24. Rb1 Qxc2 25 Bxh6+ ( 24... Qa3 still looses to Bb4).

So Mr.1900 has the same score as I going into the last round as does one other player who’s rated between us. Looking at the preliminary pairing for next week. I still won’t get to play him. I am paired with an 1800 player as black. I have a little history on this one and he plays 1.d4. I have been playing the Slav against 1.d4 and I need to revamp this. I have been looking at the Meran version in the starting out series:

But I may pull a surprise out of my hat and actually attempt a completely different defense called the Baltic ( 1.d4 d5 2.c4 Bf5!) which ends up more like a London reversed. So it would be an easy one for me. I played it last year at during a speed tournament at the World open and had some good luck with it.

This Sunday, I am playing in a 1 day G60 event. I am preparing for this mostly by doing as many tactical problems as possible since a lot of these games tend to be won in the final minutes.
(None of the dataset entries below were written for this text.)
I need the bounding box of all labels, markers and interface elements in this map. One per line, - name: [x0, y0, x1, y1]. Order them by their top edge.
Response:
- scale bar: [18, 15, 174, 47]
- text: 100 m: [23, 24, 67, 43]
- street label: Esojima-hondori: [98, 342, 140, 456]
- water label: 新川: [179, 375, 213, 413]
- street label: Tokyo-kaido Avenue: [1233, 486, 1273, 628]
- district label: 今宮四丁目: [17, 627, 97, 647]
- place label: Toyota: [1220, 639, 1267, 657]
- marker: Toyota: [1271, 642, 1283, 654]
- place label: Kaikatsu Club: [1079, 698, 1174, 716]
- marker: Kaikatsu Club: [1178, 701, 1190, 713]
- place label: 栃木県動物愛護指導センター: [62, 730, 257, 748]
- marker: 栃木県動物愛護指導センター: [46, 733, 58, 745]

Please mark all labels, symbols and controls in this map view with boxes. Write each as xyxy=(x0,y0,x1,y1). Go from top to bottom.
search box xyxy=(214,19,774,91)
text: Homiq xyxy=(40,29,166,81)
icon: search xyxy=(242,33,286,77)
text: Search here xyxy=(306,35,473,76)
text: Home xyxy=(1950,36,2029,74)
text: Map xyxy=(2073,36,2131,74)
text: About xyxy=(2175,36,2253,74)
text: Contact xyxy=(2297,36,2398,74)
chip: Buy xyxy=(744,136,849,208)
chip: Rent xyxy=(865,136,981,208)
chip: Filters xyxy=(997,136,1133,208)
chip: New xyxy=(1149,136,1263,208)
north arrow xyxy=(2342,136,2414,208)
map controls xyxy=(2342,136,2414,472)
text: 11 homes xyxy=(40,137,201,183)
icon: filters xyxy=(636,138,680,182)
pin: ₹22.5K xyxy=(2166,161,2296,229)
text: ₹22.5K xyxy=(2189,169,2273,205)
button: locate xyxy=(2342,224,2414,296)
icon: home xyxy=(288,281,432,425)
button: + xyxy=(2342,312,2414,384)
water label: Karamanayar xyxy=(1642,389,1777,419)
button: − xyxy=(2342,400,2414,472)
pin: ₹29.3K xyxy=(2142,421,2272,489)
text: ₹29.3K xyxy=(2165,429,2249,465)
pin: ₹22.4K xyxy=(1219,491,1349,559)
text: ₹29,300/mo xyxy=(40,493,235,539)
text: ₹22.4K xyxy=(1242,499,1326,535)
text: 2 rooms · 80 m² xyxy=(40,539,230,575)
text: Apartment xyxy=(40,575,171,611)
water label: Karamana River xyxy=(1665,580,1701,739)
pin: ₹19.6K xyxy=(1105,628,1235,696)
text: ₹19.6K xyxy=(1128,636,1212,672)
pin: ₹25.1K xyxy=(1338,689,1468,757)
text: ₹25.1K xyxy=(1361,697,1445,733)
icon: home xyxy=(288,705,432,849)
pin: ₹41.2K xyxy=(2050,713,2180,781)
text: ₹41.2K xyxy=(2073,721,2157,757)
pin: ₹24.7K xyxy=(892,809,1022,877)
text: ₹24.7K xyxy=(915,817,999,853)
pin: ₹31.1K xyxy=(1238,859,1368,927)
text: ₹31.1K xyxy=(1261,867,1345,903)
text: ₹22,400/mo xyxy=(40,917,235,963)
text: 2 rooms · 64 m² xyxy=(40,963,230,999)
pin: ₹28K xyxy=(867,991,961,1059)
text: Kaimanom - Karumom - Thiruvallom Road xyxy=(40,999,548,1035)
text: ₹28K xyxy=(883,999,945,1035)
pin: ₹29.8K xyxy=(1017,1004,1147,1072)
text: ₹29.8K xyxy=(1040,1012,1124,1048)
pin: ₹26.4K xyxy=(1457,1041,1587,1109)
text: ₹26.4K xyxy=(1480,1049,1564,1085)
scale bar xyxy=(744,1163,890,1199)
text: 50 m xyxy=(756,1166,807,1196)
1.e4 e6 2.d4 d5 3.Nc3 g6 4.Nf3 Bg7 5.e5 h6 6.Bd3 b6 7.0–0 c5 8.dxc5 bxc5 9.Nb5 Bf8 10.Bf4 c4 11.Be2 Qb6 12.Nd6+ Bxd6 13.exd6 Nc6 14.Ne5 Nxe5 15.Bxe5 f6 16.Bc3 Qxd6 17.Bxc4 Qb6 18.Bd3 Kf7 19.Qg4 Ne7 20.Rfe1 e5 21.Qe2 d4 22.Bc4+ Kg7 23.Bd2 Qxb2 24.Rab1 Qxc2 25.Bxh6+ Rxh6 26.Qxc2 Bf5 27.Bd3 Rc8 28.Qb3 Rc3 29.Qb7 Kf7 30.Bxf5 gxf5 31.Rec1 Rxc1+ 32.Rxc1 Rh8 33.Rc7 Re8 34.Qd5+ Kf8 35.Qe6 1–0


Anonymous said...

congrats on the win...i like to use the greed of others against them...

Cratercat said...

Yeah BP, his kingside fianchetto seemed nothing but wasted time. Loved the discovered check and capture of the undefended queen. Very nice. BTW- if you don't know already, there's another new book on the french that just came out this month by John Watson. It's part of that new "Dangerous Weapons" series put out by Everyman. I just got it from amazon and love all the alternative variations Watson explores with a balanced perspective for both sides.

Blue Devil Knight said...

Nice game.

I can't stand it when I prepare an opening and then don't get to play it. It reminds me I should have been studying tactics. :)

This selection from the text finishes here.